Making smart decisions about credit risk doesn’t mean avoiding it altogether; properly assessing risk can actually provide a number of benefits.

Banks and other lenders look at credit utilization—the way debt is used, not just the overall amount—to calculate risk and determine future lending. While too much credit utilization is bad, none at all is a warning sign as well.

Generally speaking, using more than 30 percent of available credit signals problems with debt-to-income ratios, but zero percent utilization can suggest defunct or inactive accounts.

Determining creditworthiness
When determining the creditworthiness of a partner, customer, or vendor, consider using the “Five Cs” used by most lenders:

  • capital (the degree of investment, earnings, and assets controlled by the customer),
  • capacity (the customer’s debt-to-income ratio),
  • conditions (the specific terms of financial obligations),
  • collateral (what is pledged as security against accounts), and
  • character (includes history, reputation, and relationships).

It’s the last of these that can so often cause problems for a business owner. If a vendor is regarded as having good character, with a reliable history of on-time payments and a reputation for fair trading practices, it can be difficult to see past previous experiences to make a reasonable determination about future risk.

When a longtime personal relationship is part of the mix, it becomes even more complicated when something has gone awry.

Still, making the right call can be invaluable.
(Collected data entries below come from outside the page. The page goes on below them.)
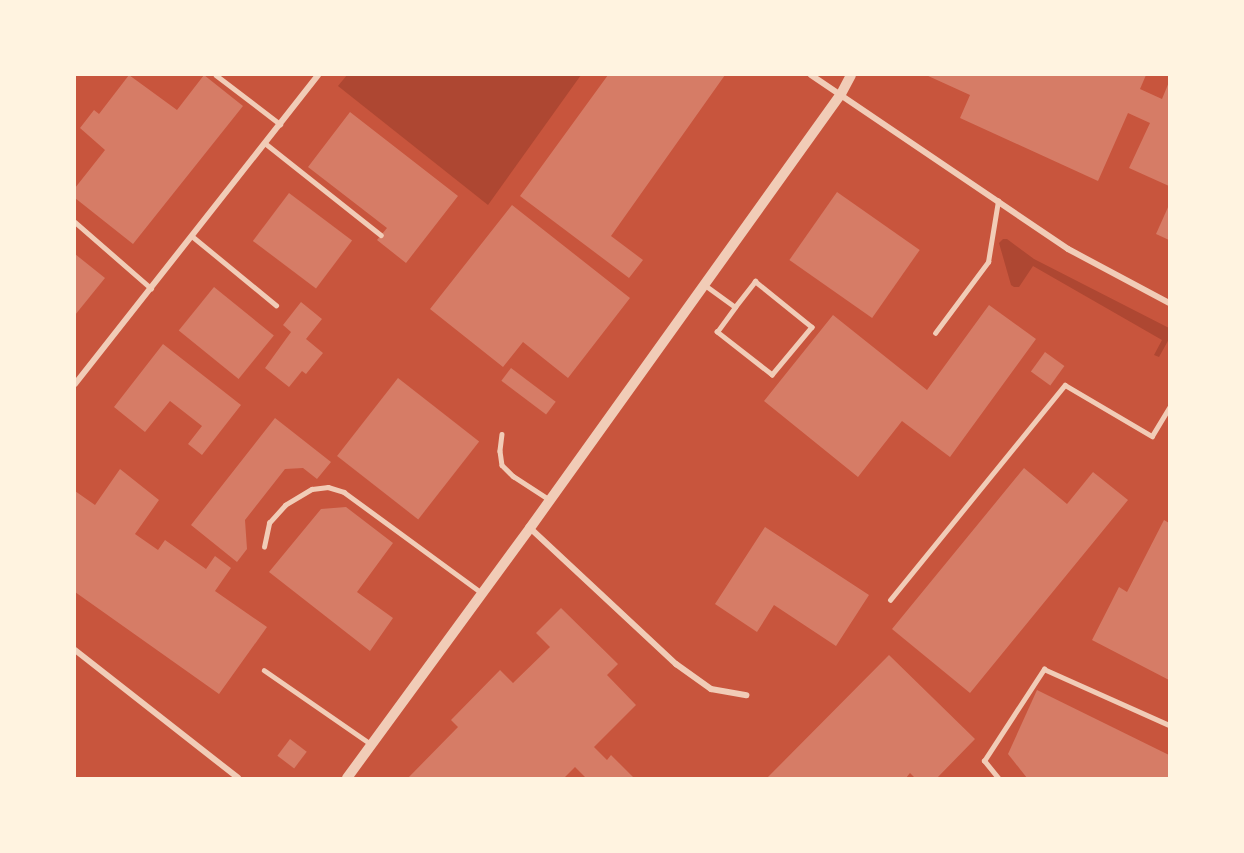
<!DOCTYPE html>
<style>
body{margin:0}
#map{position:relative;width:1244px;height:853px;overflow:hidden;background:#c8553d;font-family:"Titillium Web",sans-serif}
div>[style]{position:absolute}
.green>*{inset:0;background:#ae4732}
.building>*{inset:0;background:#d67c66;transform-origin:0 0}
.service>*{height:4.5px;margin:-2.25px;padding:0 2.25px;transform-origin:2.25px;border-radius:2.25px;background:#f1ccb7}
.minor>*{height:6px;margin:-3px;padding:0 3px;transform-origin:3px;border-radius:3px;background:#f1ccb7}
.tertiary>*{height:10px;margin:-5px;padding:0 5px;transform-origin:5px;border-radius:5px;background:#f1ccb7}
span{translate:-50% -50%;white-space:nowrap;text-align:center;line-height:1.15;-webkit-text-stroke:5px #fff3e0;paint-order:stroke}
.frame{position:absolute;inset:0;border:76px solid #fff3e0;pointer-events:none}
</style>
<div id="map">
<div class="green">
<i style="clip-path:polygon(347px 75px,581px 75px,488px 205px,338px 86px)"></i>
<i style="clip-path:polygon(1003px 239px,1007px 239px,1034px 259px,1169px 328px,1169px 339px,1159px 357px,1154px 355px,1162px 340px,1033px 266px,1019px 287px,1014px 287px,1011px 285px,999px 243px)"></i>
</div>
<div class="building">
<i style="clip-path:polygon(129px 75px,177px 110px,204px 75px,243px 106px,133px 244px,75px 198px,75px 188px,105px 150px,80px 128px,94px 110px,99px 114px)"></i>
<i style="clip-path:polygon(608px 75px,725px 75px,611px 236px,643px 260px,629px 278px,520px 196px)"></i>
<i style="clip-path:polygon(926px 75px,1146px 75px,1140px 89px,1162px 99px,1169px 82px,1169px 186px,1129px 168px,1150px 123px,1128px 113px,1098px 181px,960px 118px,970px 95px)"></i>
<i style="clip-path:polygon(350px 112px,458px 196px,406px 263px,377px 240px,387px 228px,308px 167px)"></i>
<i style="left:837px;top:192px;width:101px;height:83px;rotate:35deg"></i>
<i style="left:289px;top:193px;width:79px;height:60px;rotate:37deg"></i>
<i style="clip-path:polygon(512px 205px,630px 298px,568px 378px,523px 342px,503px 367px,430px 309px)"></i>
<i style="clip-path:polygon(1169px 205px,1169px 240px,1156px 234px)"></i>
<i style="clip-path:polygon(75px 254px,105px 278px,75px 315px)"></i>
<i style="left:214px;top:287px;width:77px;height:56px;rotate:39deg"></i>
<i style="clip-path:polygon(301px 302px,322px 319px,306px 339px,323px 353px,306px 374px,302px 371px,289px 387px,265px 368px,291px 332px,283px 325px)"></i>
<i style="clip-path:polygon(989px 305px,1036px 339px,950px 457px,902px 421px,858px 477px,764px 401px,833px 315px,927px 390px)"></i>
<i style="clip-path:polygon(163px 344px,241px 405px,202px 455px,188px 444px,202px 426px,170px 401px,145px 432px,114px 407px)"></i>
<i style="left:1045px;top:352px;width:24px;height:24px;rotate:36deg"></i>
<i style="left:511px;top:368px;width:56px;height:16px;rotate:37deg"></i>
<i style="left:398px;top:378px;width:103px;height:99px;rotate:38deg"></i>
<i style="clip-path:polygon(275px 418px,331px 462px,317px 479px,303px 468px,285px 469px,245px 520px,247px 549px,237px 562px,191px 525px)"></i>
<i style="clip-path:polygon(1024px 468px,1067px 504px,1093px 472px,1128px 500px,970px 693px,892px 629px)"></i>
<i style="clip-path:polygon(120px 469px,159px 500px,135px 534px,158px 550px,165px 540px,206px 569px,215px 556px,231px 568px,215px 591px,267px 627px,219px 694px,75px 592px,75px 491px,95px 505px)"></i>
<i style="clip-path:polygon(346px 507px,393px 543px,357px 592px,393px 618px,370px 651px,269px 572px,321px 509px)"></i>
<i style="clip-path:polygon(1164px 520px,1169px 523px,1169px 680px,1092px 640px,1119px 587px,1127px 592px)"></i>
<i style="clip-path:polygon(765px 527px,869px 595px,836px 646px,774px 605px,757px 632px,715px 604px)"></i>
<i style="clip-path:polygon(561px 608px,618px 664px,607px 675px,636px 705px,594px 747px,607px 760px,611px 755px,634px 778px,586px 778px,575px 767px,564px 778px,408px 778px,458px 727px,451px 720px,500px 670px,513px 683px,550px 647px,536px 633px)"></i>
<i style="clip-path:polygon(889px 655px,975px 739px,937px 778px,915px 778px,910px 773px,906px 778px,767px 778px)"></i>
<i style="clip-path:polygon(1037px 690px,1169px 755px,1169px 778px,1027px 778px,1008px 754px)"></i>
<i style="left:290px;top:739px;width:21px;height:21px;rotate:37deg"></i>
</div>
<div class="service">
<i style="left:216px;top:75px;width:81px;rotate:37.4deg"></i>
<i style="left:265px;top:143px;width:148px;rotate:38.4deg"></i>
<i style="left:75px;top:222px;width:101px;rotate:41deg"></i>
<i style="left:192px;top:236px;width:109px;rotate:39.4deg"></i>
<i style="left:705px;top:285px;width:37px;rotate:36deg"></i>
<i style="left:735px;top:307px;width:33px;rotate:-52deg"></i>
<i style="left:755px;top:281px;width:73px;rotate:38.9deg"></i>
<i style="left:812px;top:327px;width:62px;rotate:129.8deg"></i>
<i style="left:772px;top:375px;width:70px;rotate:-142deg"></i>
<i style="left:717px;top:332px;width:31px;rotate:-54deg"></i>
<i style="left:935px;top:333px;width:89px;rotate:-53.3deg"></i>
<i style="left:988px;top:262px;width:62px;rotate:-80.7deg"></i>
<i style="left:502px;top:434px;width:17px;rotate:97deg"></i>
<i style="left:500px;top:451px;width:14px;rotate:82deg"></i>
<i style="left:502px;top:465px;width:16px;rotate:45deg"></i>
<i style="left:513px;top:476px;width:44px;rotate:33deg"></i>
<i style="left:264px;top:547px;width:25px;rotate:-78deg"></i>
<i style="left:269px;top:523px;width:24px;rotate:-48deg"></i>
<i style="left:285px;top:505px;width:31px;rotate:-31deg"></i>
<i style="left:312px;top:489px;width:16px;rotate:-7deg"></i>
<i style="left:328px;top:487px;width:17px;rotate:17deg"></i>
<i style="left:344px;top:492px;width:171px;rotate:36.2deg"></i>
<i style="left:890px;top:600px;width:277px;rotate:-50.9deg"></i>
<i style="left:1065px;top:385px;width:101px;rotate:30.4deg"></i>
<i style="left:1152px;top:436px;width:33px;rotate:-59deg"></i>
<i style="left:264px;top:670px;width:130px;rotate:34.7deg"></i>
<i style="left:998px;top:778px;width:22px;rotate:-129deg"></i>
<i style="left:984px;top:761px;width:110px;rotate:-56.9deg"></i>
<i style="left:1044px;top:669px;width:137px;rotate:24.1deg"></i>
</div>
<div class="minor">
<i style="left:811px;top:75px;width:310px;rotate:34.1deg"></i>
<i style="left:1068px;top:249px;width:115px;rotate:28.1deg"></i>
<i style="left:75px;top:384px;width:393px;rotate:-51.8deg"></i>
<i style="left:530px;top:528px;width:200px;rotate:43deg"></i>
<i style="left:676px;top:664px;width:43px;rotate:35.5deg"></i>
<i style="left:711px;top:689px;width:36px;rotate:10deg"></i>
<i style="left:75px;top:650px;width:207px;rotate:38.1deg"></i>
</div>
<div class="tertiary">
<i style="left:347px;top:778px;width:310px;rotate:-53.8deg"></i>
<i style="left:530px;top:528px;width:534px;rotate:-54.38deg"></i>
<i style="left:841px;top:94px;width:21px;rotate:-62deg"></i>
</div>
<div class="frame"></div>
</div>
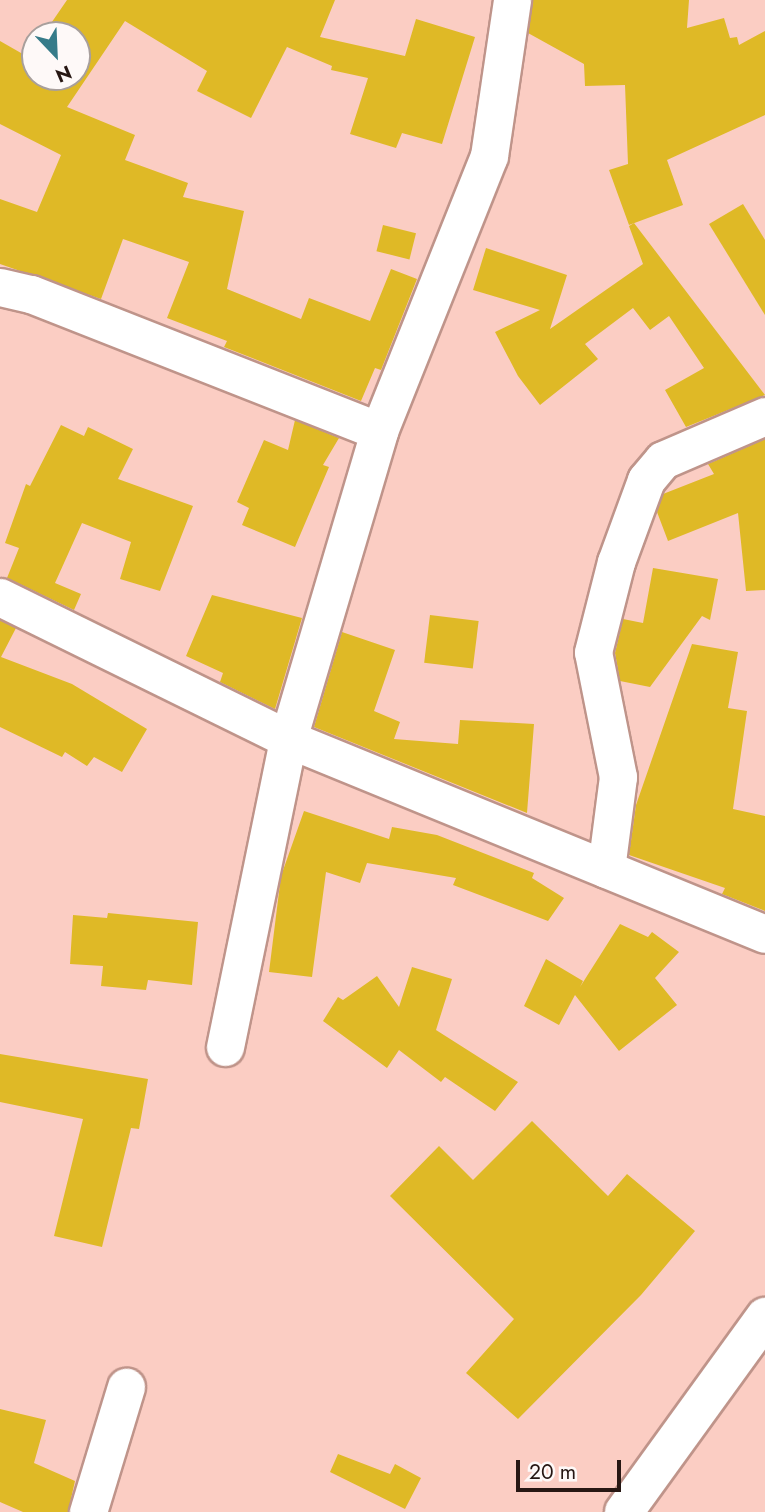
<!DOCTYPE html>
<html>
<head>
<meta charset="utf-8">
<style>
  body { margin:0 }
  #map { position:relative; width:765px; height:1512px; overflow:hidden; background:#fbcdc3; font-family:Jost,sans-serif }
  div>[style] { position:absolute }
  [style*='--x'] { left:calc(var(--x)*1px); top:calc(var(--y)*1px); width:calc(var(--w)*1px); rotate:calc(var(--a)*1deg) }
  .building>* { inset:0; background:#dfb926; transform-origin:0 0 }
  .roads { filter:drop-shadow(2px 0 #bf948a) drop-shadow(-2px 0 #bf948a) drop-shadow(0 2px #bf948a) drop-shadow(0 -2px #bf948a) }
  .minor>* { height:37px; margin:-18.5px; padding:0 18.5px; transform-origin:18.5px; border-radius:18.5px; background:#fff }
  .major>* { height:38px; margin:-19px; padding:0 19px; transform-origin:19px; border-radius:19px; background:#fff }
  span { translate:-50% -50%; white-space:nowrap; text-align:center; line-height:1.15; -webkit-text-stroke:6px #fef9f8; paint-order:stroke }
  .north { position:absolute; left:21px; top:21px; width:70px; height:70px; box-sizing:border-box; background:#fef9f8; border:2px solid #a89f9c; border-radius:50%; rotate:157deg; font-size:19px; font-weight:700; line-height:28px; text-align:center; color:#271713 }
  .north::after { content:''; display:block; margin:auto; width:24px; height:32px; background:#367b89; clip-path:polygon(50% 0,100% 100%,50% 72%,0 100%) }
  .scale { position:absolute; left:516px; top:1460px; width:105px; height:32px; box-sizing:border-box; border:4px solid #271713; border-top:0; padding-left:9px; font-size:21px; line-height:24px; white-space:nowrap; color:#271713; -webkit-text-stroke:5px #fef9f8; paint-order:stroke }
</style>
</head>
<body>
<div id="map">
  <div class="building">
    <div style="clip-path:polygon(67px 0,335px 0,320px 37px,405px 56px,416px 19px,475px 37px,442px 144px,402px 133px,396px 148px,350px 134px,368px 78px,331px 70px,332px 66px,287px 47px,251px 118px,197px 91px,207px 71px,125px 21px,67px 107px,135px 135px,125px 160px,188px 183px,183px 197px,244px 211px,227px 289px,301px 319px,309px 298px,370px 321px,391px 269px,417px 279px,381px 370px,375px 368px,361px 401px,224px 347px,227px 341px,167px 318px,189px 262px,123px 239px,101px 299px,0 264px,0 199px,37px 212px,61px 155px,0 124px,0 41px,28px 57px,35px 46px,35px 77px,77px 77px,77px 35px,43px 35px)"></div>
    <div style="clip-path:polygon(533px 0,689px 0,687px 28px,724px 18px,730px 38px,737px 37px,739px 45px,765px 31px,765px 115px,667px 160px,683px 205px,629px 225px,609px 170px,628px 164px,625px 85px,585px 86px,584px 64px,528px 33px)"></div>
    <div style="clip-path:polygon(743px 204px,765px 240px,765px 315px,709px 224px)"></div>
    <div style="clip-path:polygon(634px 223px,765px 395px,686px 427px,665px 390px,704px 368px,669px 316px,650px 330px,633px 308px,585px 344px,598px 359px,540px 405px,518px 376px,495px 332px,540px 310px,473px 290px,486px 248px,567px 275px,550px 329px,643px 264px,629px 226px)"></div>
    <div style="left:383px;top:225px;width:34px;height:27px;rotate:14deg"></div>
    <div style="clip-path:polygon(295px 420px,339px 438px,323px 465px,329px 467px,295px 547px,242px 525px,249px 508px,237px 502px,264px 440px,288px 450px)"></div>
    <div style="clip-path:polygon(61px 425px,84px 436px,88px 427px,133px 449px,118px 479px,193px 506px,160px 591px,120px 579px,131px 542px,82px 523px,55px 583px,81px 594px,74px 610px,7px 578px,19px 548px,5px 543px,26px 484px,30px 486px)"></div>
    <div style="clip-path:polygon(765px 439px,765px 590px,746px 591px,738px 513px,668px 541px,657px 512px,663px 494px,714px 474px,708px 464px)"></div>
    <div style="clip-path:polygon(653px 568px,718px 579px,710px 620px,702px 616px,650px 687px,620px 681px,615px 653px,623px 619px,643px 623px)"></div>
    <div style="clip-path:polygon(212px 595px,302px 618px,275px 709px,220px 682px,223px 673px,186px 656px)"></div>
    <div style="left:430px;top:615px;width:49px;height:48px;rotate:7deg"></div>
    <div style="clip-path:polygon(0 620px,16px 628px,1px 657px,72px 684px,147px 729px,122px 772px,94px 757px,87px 766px,65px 752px,62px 757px,0 727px)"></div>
    <div style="clip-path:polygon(342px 632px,395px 650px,374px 711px,400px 722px,394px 739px,458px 744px,460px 720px,534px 724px,527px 813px,314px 727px)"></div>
    <div style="clip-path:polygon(692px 644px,738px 652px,728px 708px,747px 711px,733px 809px,765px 816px,765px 911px,722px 894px,725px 888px,629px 855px,636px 805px)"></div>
    <div style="clip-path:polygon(304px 811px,389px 839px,392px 827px,437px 835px,534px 873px,532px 878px,564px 898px,548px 921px,453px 885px,456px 878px,367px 863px,360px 883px,326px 872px,312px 977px,269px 972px,281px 876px)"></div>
    <div style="clip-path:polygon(108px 913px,198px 922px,192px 985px,148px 980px,146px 990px,101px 986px,103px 966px,70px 964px,73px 915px,107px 918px)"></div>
    <div style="clip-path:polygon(620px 924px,648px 937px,652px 932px,679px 952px,655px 978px,677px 1005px,619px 1051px,575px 995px,559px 1025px,524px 1006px,546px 959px,583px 981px,580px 987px)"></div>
    <div style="clip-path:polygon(412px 967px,452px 979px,436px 1030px,518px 1082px,495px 1111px,445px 1077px,441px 1082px,399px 1050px,387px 1068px,323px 1021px,338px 997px,343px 1000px,377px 976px,399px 1007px)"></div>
    <div style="clip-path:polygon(0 1054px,148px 1079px,139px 1129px,131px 1128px,102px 1247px,54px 1236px,83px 1119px,0 1102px)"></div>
    <div style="clip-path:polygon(532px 1121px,608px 1196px,627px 1174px,695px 1231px,641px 1295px,518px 1419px,466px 1373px,514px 1319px,390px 1196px,439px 1146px,473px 1180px)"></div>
    <div style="clip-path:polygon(0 1409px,46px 1420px,34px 1463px,75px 1481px,68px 1512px,23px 1512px,0 1502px)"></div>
    <div style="clip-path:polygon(338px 1454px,390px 1474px,395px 1464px,421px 1478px,405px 1509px,330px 1472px)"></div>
  </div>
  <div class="roads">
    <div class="minor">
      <div style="--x:0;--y:287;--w:32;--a:13"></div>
      <div style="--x:31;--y:294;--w:374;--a:21.5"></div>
      <div style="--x:0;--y:597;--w:321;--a:26.2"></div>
      <div style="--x:288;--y:739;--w:515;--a:22.23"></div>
      <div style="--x:606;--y:869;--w:93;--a:-82.6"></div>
      <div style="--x:618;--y:777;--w:127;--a:-101.3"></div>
      <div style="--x:593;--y:652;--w:93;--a:-75.7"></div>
      <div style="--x:616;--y:562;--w:87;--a:-69.9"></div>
      <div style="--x:646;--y:480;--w:26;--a:-50"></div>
      <div style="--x:663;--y:460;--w:111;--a:-23.3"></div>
      <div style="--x:225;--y:1047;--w:314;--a:-78.4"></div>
      <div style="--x:288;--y:739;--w:321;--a:-73.5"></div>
      <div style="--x:379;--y:431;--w:296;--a:-68.2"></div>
      <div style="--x:489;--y:156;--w:158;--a:-81.6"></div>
      <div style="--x:88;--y:1512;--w:131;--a:-73.1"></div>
    </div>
    <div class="major">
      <div style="--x:624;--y:1512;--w:241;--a:-54.1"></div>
    </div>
  </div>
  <div class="north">N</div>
  <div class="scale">20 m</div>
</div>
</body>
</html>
Reliable, well performing customer relationships are a boon to cash flow and are reflected in the bottom line—which makes a business more attractive to other partners and lenders, providing access to more financial opportunities and the ability to be flexible when needed.

Good, solid relationships with customers will not only provide both tangible and intangible benefits on a regular basis, but also make dealing with any difficult situations that may arise much easier.